The equine infectious anemia virus (EIAV) long-terminal repeat (LTR) has been identified as highly variable, both in infected horses and in cell culture. This nucleotide hypervariation is localized to the LTR enhancer region. The EIAV LTR has been implicated in controlling both the cell tropism and virulence of the virus and it is postulated that the enhancer-region hypervariation may be responsible for the LTR effects. Our previous studies have demonstrated that the presence of DNA motifs bound by the ets transcription-factor family member PU.1 are critically important for EIAV expression in equine macrophages. Here we identify and characterize the EIAV LTR enhancer motifs PEA-2, Lvb, Oct, and CRE, that bind to fibroblast nuclear extracts. Three of these four motifs, PEA-2, Oct, and CRE, were determined to be important for expression of the LTR in a fibroblast cell line that supports productive infection of EIAV. These motifs that are important for expression of the LTR in fibroblasts were found to be interdigitated between the PU.1 sites. We hypothesize that the combination of motif interdigitation and cell-specific usage of these motifs may be responsible for the observed EIAV LTR enhancer-region hypervariation.

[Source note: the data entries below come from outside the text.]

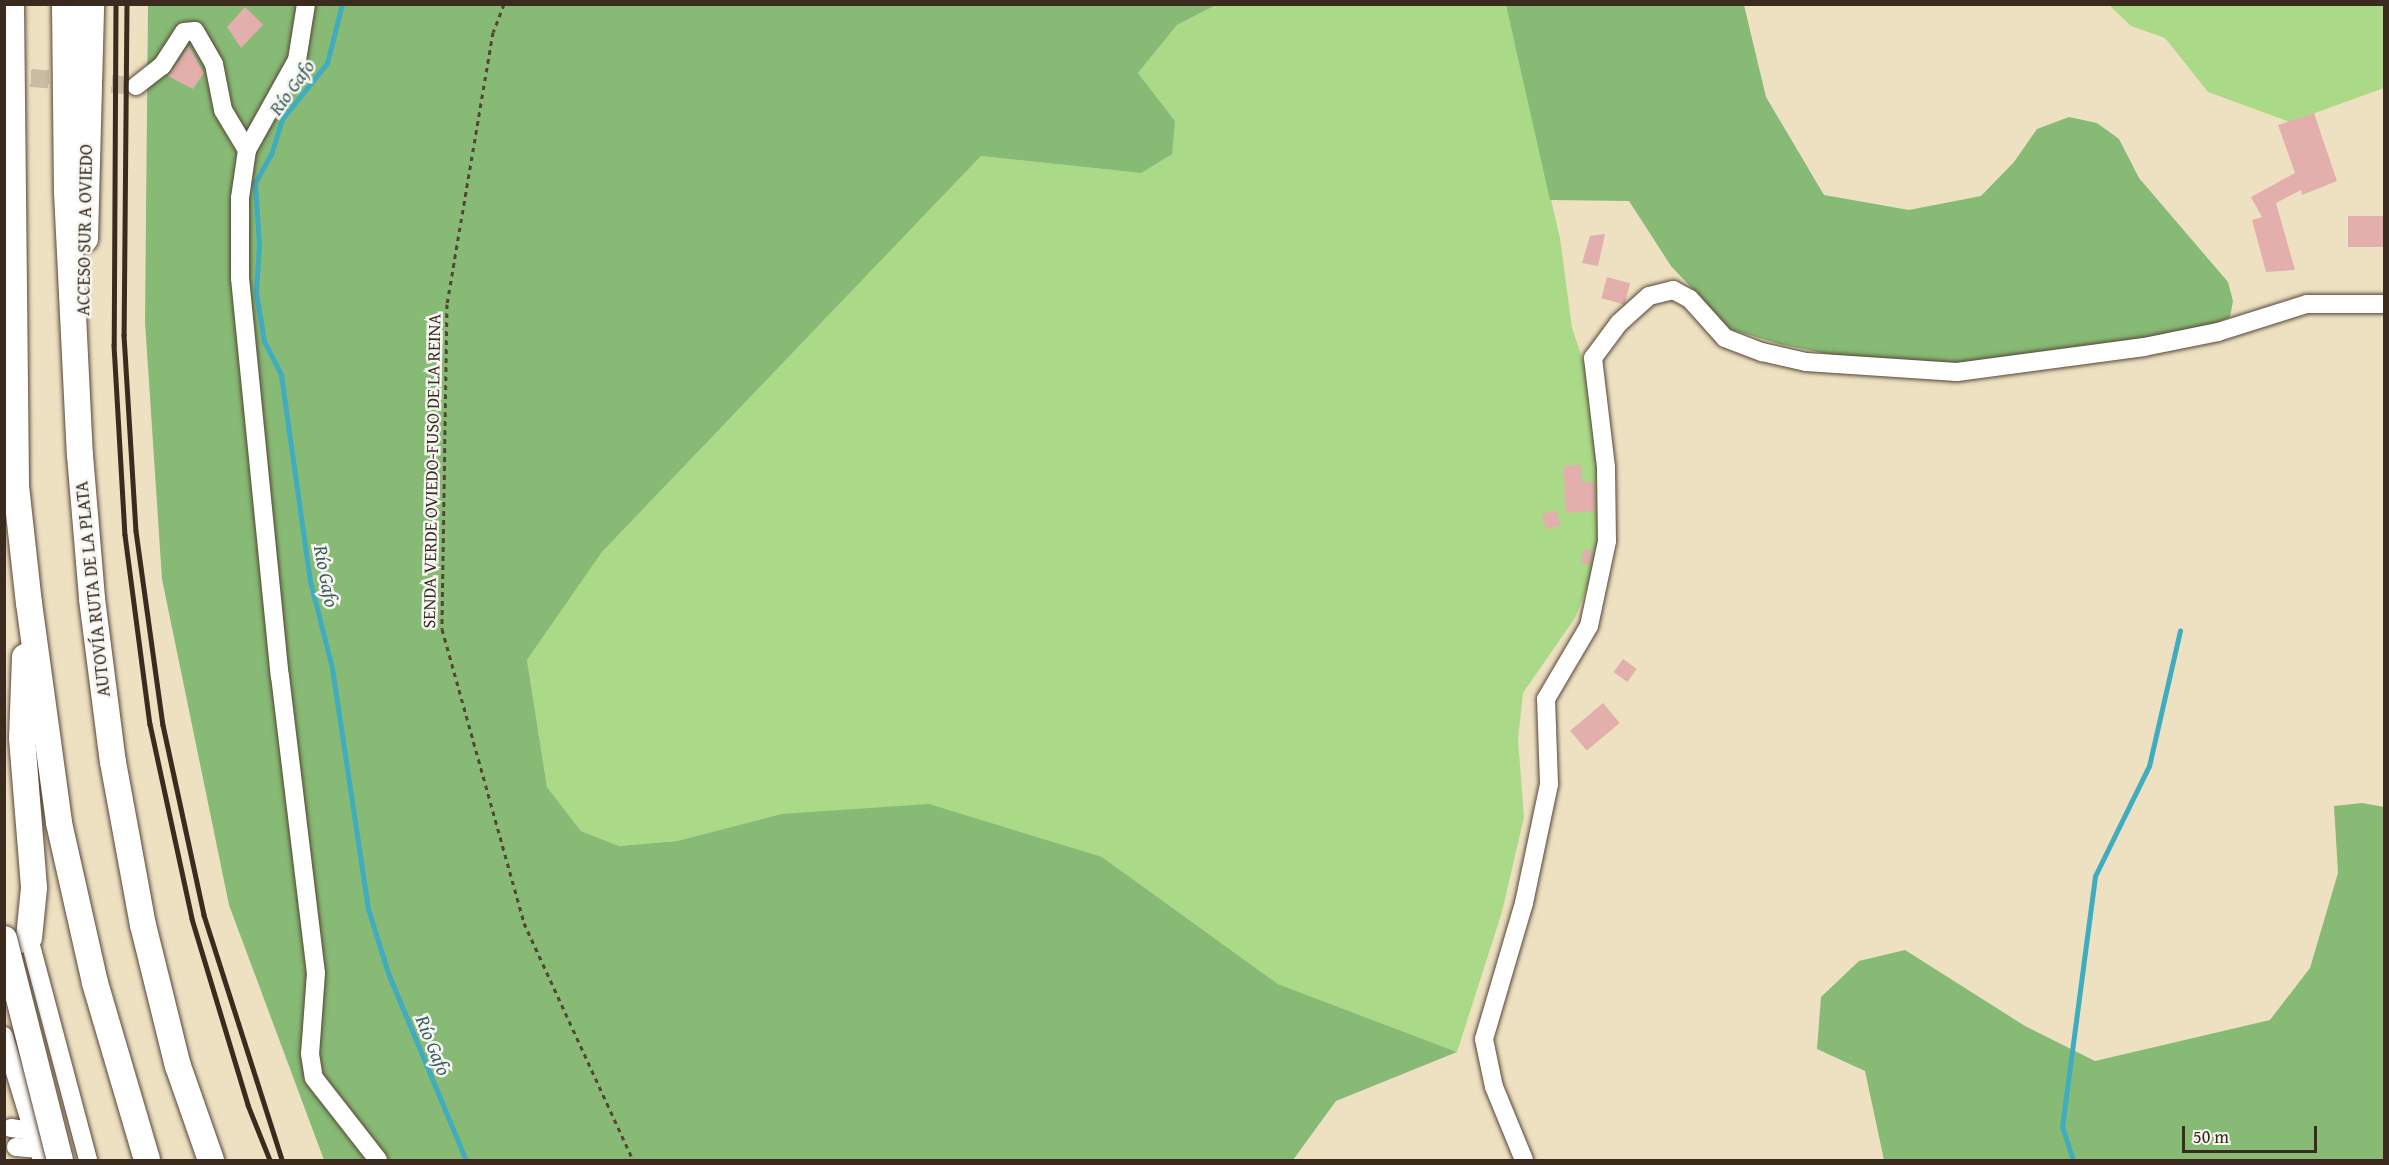 <!DOCTYPE html>
<html>
<head>
<meta charset="utf-8">
<style>
	body { margin:0 }
	#map { position:relative; width:2389px; height:1165px; overflow:hidden; background:#eee1c2; font-family:"Gentium Book Plus",serif }
	div>[style] { position:absolute }
	.green>* { inset:0; background:#aada88 }
	.forest>* { inset:0; background:#87ba74 }
	.stream>* { height:5px; margin:-2.5px; padding:0 2.5px; transform-origin:2.5px; border-radius:2.5px; background:#40acbf }
	.building>* { inset:0; background:#e3afad; transform-origin:0 0 }
	.minor-tunnel>* { height:18px; margin-top:-9px; transform-origin:0; background:repeating-linear-gradient(90deg,#cabca1 0 18px,transparent 0 27px) }
	.path>* { height:3px; margin-top:-1.5px; transform-origin:0; background:repeating-linear-gradient(90deg,#564537 0 4.5px,transparent 0 9px) }
	.roads { filter:drop-shadow(0 0 2px #564537) drop-shadow(0 0 2px #564537) }
	.minor>* { height:18px; margin:-9px; padding:0 9px; transform-origin:9px; border-radius:9px; background:#fff }
	.highway>* { height:26px; margin:-13px; padding:0 13px; transform-origin:13px; border-radius:13px; background:#fff }
	.rail>* { height:4.5px; margin:-2.25px; padding:0 2.25px; transform-origin:2.25px; border-radius:2.25px; background:#3b2a1e }
	.bridges { filter:drop-shadow(0 0 2px #564537) drop-shadow(0 0 2px #564537) }
	.highway-bridge>* { height:26px; margin:-13px; padding:0 13px; transform-origin:13px; border-radius:13px; background:#fff }
	span { translate:-50% -50%; white-space:nowrap; text-align:center; line-height:1.15; -webkit-text-stroke:5px #f6f6f2; paint-order:stroke }
	.street-label { font-size:18px; color:#3b2a1e }
	.water-label { font-size:20px; color:#3d5e5e; font-style:italic }
	.frame { position:absolute; inset:0; border:6px solid #3b2a1e; pointer-events:none }
	.scale { position:absolute; left:2182px; top:1126px; width:135px; height:27px; box-sizing:border-box; border:3px solid #3b2a1e; border-top:0; padding-left:8px; font-size:18px; line-height:21px; white-space:nowrap; color:#3b2a1e; -webkit-text-stroke:4px #f6f6f2; paint-order:stroke }
</style>
</head>
<body>
<div id="map">
	<div class="green">
		<div style="clip-path:polygon(1216px 5px,1506px 5px,1560px 238px,1572px 328px,1589px 378px,1605px 511px,1595px 567px,1575px 618px,1523px 693px,1518px 739px,1524px 817px,1502px 912px,1457px 1052px,1278px 984px,1102px 857px,781px 814px,677px 841px,619px 846px,581px 831px,547px 787px,527px 660px,602px 552px,981px 156px,1141px 173px,1175px 121px,1138px 73px,1177px 25px)"></div>
		<div style="clip-path:polygon(2109px 5px,2384px 5px,2384px 88px,2290px 122px,2208px 92px,2165px 38px,2131px 26px)"></div>
	</div>
	<div class="forest">
		<div style="clip-path:polygon(148px 5px,1216px 5px,1177px 25px,1138px 73px,1175px 121px,1172px 154px,1141px 173px,981px 156px,602px 552px,527px 660px,547px 787px,581px 831px,619px 846px,677px 841px,781px 814px,929px 804px,1102px 857px,1278px 984px,1457px 1052px,1336px 1101px,1293px 1160px,324px 1160px,229px 905px,162px 579px,145px 322px)"></div>
		<div style="clip-path:polygon(1506px 5px,1744px 5px,1766px 97px,1824px 195px,1909px 210px,1981px 196px,2014px 162px,2037px 129px,2069px 117px,2097px 123px,2119px 139px,2139px 178px,2228px 282px,2233px 301px,2230px 317px,2210px 326px,2122px 343px,1953px 365px,1833px 355px,1779px 344px,1730px 329px,1671px 266px,1629px 201px,1550px 200px)"></div>
		<div style="clip-path:polygon(2362px 803px,2384px 807px,2384px 1160px,1884px 1160px,1865px 1071px,1817px 1049px,1821px 997px,1859px 961px,1905px 950px,2025px 1026px,2095px 1061px,2270px 1020px,2310px 968px,2338px 873px,2334px 806px)"></div>
	</div>
	<div class="stream">
		<div style="left:342px;top:4px;width:61px;rotate:104.3deg"></div>
		<div style="left:327px;top:63px;width:72px;rotate:128.8deg"></div>
		<div style="left:282px;top:119px;width:37px;rotate:107deg"></div>
		<div style="left:271px;top:154px;width:33px;rotate:119deg"></div>
		<div style="left:255px;top:183px;width:62px;rotate:86.3deg"></div>
		<div style="left:259px;top:245px;width:47px;rotate:93.7deg"></div>
		<div style="left:256px;top:292px;width:50px;rotate:80.7deg"></div>
		<div style="left:264px;top:341px;width:38px;rotate:63deg"></div>
		<div style="left:281px;top:375px;width:208px;rotate:82deg"></div>
		<div style="left:310px;top:581px;width:90px;rotate:75.8deg"></div>
		<div style="left:332px;top:668px;width:244px;rotate:81.5deg"></div>
		<div style="left:368px;top:909px;width:67px;rotate:72.6deg"></div>
		<div style="left:388px;top:973px;width:203px;rotate:67.4deg"></div>
		<div style="left:2073px;top:1160px;width:35px;rotate:-108deg"></div>
		<div style="left:2062px;top:1127px;width:253px;rotate:-82.5deg"></div>
		<div style="left:2095px;top:876px;width:123px;rotate:-63.9deg"></div>
		<div style="left:2149px;top:766px;width:139px;rotate:-77.1deg"></div>
	</div>
	<div class="building">
		<div style="clip-path:polygon(245px 7px,263px 25px,241px 48px,227px 27px)"></div>
		<div style="clip-path:polygon(189px 46px,204px 73px,193px 89px,168px 76px)"></div>
		<div style="clip-path:polygon(2314px 113px,2337px 181px,2302px 195px,2301px 190px,2276px 203px,2295px 270px,2266px 272px,2252px 220px,2262px 217px,2251px 197px,2295px 173px,2278px 125px)"></div>
		<div style="left:2385px;top:216px;width:31px;height:37px;rotate:90deg"></div>
		<div style="clip-path:polygon(1605px 234px,1598px 266px,1582px 263px,1590px 236px)"></div>
		<div style="left:1607px;top:277px;width:24px;height:22px;rotate:15deg"></div>
		<div style="clip-path:polygon(1581px 465px,1582px 482px,1595px 482px,1595px 511px,1566px 513px,1563px 466px)"></div>
		<div style="left:1556px;top:510px;width:16px;height:15px;rotate:72deg"></div>
		<div style="left:1584px;top:549px;width:9px;height:14px;rotate:13deg"></div>
		<div style="left:1623px;top:659px;width:17px;height:16px;rotate:36deg"></div>
		<div style="left:1603px;top:703px;width:26px;height:43px;rotate:50deg"></div>
	</div>
	<div class="minor-tunnel">
		<div style="left:4px;top:76px;width:132px;rotate:4.3deg"></div>
	</div>
	<div class="path">
		<div style="left:504px;top:4px;width:30px;rotate:111deg"></div>
		<div style="left:493px;top:32px;width:276px;rotate:99.6deg"></div>
		<div style="left:447px;top:304px;width:325px;rotate:90.9deg"></div>
		<div style="left:442px;top:629px;width:305px;rotate:74.4deg"></div>
		<div style="left:524px;top:923px;width:261px;rotate:65.3deg"></div>
	</div>
	<div class="roads">
		<div class="minor">
			<div style="left:306px;top:4px;width:57px;rotate:99.1deg"></div>
			<div style="left:297px;top:60px;width:103px;rotate:119.1deg"></div>
			<div style="left:247px;top:150px;width:49px;rotate:98.3deg"></div>
			<div style="left:240px;top:198px;width:80px;rotate:90deg"></div>
			<div style="left:240px;top:278px;width:400px;rotate:84.3deg"></div>
			<div style="left:280px;top:676px;width:299px;rotate:83.1deg"></div>
			<div style="left:316px;top:973px;width:81px;rotate:94.2deg"></div>
			<div style="left:310px;top:1054px;width:24px;rotate:81deg"></div>
			<div style="left:314px;top:1078px;width:104px;rotate:52deg"></div>
			<div style="left:136px;top:86px;width:33px;rotate:-38deg"></div>
			<div style="left:162px;top:66px;width:40px;rotate:-57.1deg"></div>
			<div style="left:184px;top:32px;width:11px;rotate:-5deg"></div>
			<div style="left:195px;top:31px;width:38px;rotate:60deg"></div>
			<div style="left:214px;top:64px;width:47px;rotate:78.9deg"></div>
			<div style="left:223px;top:110px;width:47px;rotate:59deg"></div>
			<div style="left:20px;top:944px;width:11px;rotate:-34deg"></div>
			<div style="left:29px;top:938px;width:230px;rotate:75.1deg"></div>
			<div style="left:4px;top:1036px;width:130px;rotate:73deg"></div>
			<div style="left:11px;top:1128px;width:22px;rotate:8deg"></div>
			<div style="left:16px;top:1147px;width:23px;rotate:5deg"></div>
			<div style="left:1524px;top:1160px;width:79px;rotate:-112.3deg"></div>
			<div style="left:1494px;top:1087px;width:49px;rotate:-101.8deg"></div>
			<div style="left:1484px;top:1039px;width:142px;rotate:-73.6deg"></div>
			<div style="left:1524px;top:903px;width:122px;rotate:-78.1deg"></div>
			<div style="left:1549px;top:784px;width:85px;rotate:-92deg"></div>
			<div style="left:1546px;top:699px;width:85px;rotate:-59.5deg"></div>
			<div style="left:1589px;top:626px;width:87px;rotate:-78deg"></div>
			<div style="left:1607px;top:541px;width:74px;rotate:-90.8deg"></div>
			<div style="left:1606px;top:467px;width:110px;rotate:-96.8deg"></div>
			<div style="left:1593px;top:358px;width:44px;rotate:-53.4deg"></div>
			<div style="left:1619px;top:323px;width:40px;rotate:-42deg"></div>
			<div style="left:1649px;top:296px;width:25px;rotate:-14deg"></div>
			<div style="left:1673px;top:290px;width:19px;rotate:28deg"></div>
			<div style="left:1690px;top:299px;width:52px;rotate:48.1deg"></div>
			<div style="left:1725px;top:338px;width:40px;rotate:21deg"></div>
			<div style="left:1762px;top:352px;width:45px;rotate:12.8deg"></div>
			<div style="left:1806px;top:362px;width:151px;rotate:3.8deg"></div>
			<div style="left:1957px;top:372px;width:189px;rotate:-7.6deg"></div>
			<div style="left:2144px;top:347px;width:76px;rotate:-11.5deg"></div>
			<div style="left:2218px;top:332px;width:93px;rotate:-17.5deg"></div>
			<div style="left:2307px;top:304px;width:77px"></div>
		</div>
		<div class="highway">
			<div style="left:11px;top:4px;width:482px;rotate:89.4deg"></div>
			<div style="left:16px;top:486px;width:118px;rotate:83.7deg"></div>
			<div style="left:29px;top:603px;width:222px;rotate:82.2deg"></div>
			<div style="left:59px;top:823px;width:164px;rotate:77.3deg"></div>
			<div style="left:95px;top:983px;width:184px;rotate:73.6deg"></div>
			<div style="left:65px;top:4px;width:188px;rotate:89.4deg"></div>
			<div style="left:67px;top:192px;width:263px;rotate:87.2deg"></div>
			<div style="left:80px;top:455px;width:144px;rotate:85.2deg"></div>
			<div style="left:92px;top:599px;width:164px;rotate:82.7deg"></div>
			<div style="left:113px;top:762px;width:166px;rotate:79.6deg"></div>
			<div style="left:143px;top:925px;width:145px;rotate:76.1deg"></div>
			<div style="left:178px;top:1066px;width:100px;rotate:70.7deg"></div>
			<div style="left:85px;top:239px;width:235px;rotate:-88.5deg"></div>
			<div style="left:25px;top:657px;width:81px;rotate:92.1deg"></div>
			<div style="left:22px;top:738px;width:150px;rotate:85.4deg"></div>
			<div style="left:34px;top:888px;width:50px;rotate:95.7deg"></div>
		</div>
	</div>
	<div class="rail">
		<div style="left:116px;top:4px;width:341px;rotate:90.3deg"></div>
		<div style="left:114px;top:345px;width:190px;rotate:86.7deg"></div>
		<div style="left:125px;top:535px;width:191px;rotate:82.5deg"></div>
		<div style="left:150px;top:724px;width:199px;rotate:77.8deg"></div>
		<div style="left:192px;top:919px;width:194px;rotate:73.2deg"></div>
		<div style="left:248px;top:1105px;width:59px;rotate:68.2deg"></div>
		<div style="left:127px;top:4px;width:331px;rotate:90.5deg"></div>
		<div style="left:124px;top:335px;width:196px;rotate:86.5deg"></div>
		<div style="left:136px;top:531px;width:196px;rotate:82.1deg"></div>
		<div style="left:163px;top:725px;width:194px;rotate:77.8deg"></div>
		<div style="left:204px;top:915px;width:257px;rotate:72.3deg"></div>
	</div>
	<div class="bridges">
		<div class="highway-bridge">
			<div style="left:4px;top:939px;width:228px;rotate:75.8deg"></div>
		</div>
	</div>
	<div class="street-label">
		<span style="left:85px;top:230px;rotate:-89deg">ACCESO SUR A OVIEDO</span>
		<span style="left:432px;top:471px;rotate:-89deg">SENDA VERDE OVIEDO-FUSO DE LA REINA</span>
		<span style="left:93px;top:589px;rotate:-96deg">AUTOVÍA RUTA DE LA PLATA</span>
	</div>
	<div class="water-label">
		<span style="left:291px;top:87px;rotate:-54deg">Río Gafo</span>
		<span style="left:327px;top:576px;rotate:79deg">Río Gafo</span>
		<span style="left:434px;top:1045px;rotate:68deg">Río Gafo</span>
	</div>
	<div class="frame"></div>
	<div class="scale">50 m</div>
</div>
</body>
</html>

Interactions between equine cyclin T1, Tat, and TAR are disrupted by a leucine-to-valine substitution found in human cyclin T1

Transcriptional transactivators (Tat) from human immunodeficiency and equine infectious anemia viruses (HIV and EIAV) interact with their transactivation response elements (TAR) to increase the rates of viral transcription. Whereas the human cyclin T1 is required for the binding of Tat to TAR from HIV, it is unknown how Tat from EIAV interacts with its TAR. Furthermore, Tat from EIAV functions in equine and canine cells but not in human cells. In this study, we present sequences of cyclins T1 from horse and dog and demonstrate that their N-terminal 300 residues rescue the transactivation of Tat from EIAV in human cells. Although human and equine cyclins T1 bind to this Tat, only the equine cyclin T1 supports the binding of Tat to TAR from EIAV. Finally, a reciprocal exchange of the valine for the leucine at position 29 in human and equine cyclins T1, respectively, renders the human cyclin T1 active and the equine cyclin T1 inactive for Tat transactivation from EIAV. Thus, the collaboration between a specific cyclin T1 and Tat for their high-affinity interaction with TAR is a common theme of lentiviral transactivation.